Now, you could say that there are all kinds of things in the Bible (stories) that you find non-credible, but that's not the point. We're talking about ethical systems here, and I'm saying that reason and empirical observation confirms the Judeo-Christian moral teachings over and over again.

Also, I noted above that much of the ethical system of today's skeptics was formed by...Christianity. The reason that you find the idea of walking into the Superbowl to watch a bunch of gladiators impale and hack each other to pieces with tridents and broadaxes repulsive is that Christians put an end to gladiatorial shows seventeen hundred years ago. That kind of spectacle used to be the most popular thing in the Roman Empire. The Emporers used the shows to keep people happy. If you were a Roman citizen at the time of Christ you'd see nothing wrong with the Arena; it had been around for hundreds of years. You grew up going to it like kids today go to baseball games.

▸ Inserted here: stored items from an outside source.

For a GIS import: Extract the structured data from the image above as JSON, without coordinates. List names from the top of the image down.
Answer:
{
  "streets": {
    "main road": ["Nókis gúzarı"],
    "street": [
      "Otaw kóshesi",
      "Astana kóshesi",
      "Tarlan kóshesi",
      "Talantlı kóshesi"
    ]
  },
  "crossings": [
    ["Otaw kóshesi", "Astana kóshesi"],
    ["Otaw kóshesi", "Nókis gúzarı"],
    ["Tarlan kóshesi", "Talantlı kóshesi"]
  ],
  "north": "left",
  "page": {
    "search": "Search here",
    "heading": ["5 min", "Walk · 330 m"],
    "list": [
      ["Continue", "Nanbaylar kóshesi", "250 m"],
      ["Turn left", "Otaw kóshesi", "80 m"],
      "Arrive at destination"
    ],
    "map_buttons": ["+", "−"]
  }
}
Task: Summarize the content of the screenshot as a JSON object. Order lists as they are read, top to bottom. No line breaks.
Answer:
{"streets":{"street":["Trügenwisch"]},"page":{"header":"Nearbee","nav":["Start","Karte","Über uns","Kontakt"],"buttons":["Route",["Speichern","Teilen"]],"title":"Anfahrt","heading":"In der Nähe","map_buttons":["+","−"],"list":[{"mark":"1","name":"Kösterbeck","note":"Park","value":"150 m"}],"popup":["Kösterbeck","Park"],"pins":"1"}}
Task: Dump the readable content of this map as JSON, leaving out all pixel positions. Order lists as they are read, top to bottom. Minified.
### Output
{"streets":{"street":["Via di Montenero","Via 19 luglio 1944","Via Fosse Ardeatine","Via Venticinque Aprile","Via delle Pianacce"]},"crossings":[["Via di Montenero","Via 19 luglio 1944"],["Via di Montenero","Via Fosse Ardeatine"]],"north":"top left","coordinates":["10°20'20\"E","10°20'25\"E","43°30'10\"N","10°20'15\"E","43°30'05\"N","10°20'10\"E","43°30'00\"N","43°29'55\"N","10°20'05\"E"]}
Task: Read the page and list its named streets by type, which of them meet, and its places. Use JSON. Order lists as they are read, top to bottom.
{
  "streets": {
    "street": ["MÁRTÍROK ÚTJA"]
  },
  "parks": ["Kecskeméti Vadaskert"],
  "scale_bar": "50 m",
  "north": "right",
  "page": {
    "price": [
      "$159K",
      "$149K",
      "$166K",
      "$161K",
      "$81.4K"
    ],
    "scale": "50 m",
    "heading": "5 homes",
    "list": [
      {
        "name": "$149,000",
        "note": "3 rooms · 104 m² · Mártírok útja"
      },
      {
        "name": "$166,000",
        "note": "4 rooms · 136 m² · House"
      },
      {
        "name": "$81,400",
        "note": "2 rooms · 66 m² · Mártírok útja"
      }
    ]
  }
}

Many Christian martyrs went to their deaths because they would not attend the shows. Eventually Christian Emporers, at the urging of Bishops, ended the shows.I think most people would agree--and you would agree--that stopping this was a good idea. People are the same--physically--today as they were then. But the Christian faith elevated the conciousness of the West to the point that such things are now unthinkable.

Martyrs also went to their deaths standing up against infanticide, abortion, homosexuality, pornography (yes, it was around then), and so on not because they believed life would be better for people seventeen hundred years later, but because they were commanded to do so by G-d.

You say that there needs to be a rational way to decide between multiple ethical systems. Ok...would the world be better off right now if we still had infanticide, gladiatorial shows, rampant homosexuality, and so on and so forth?

So much of this stuff is just right before our eyes.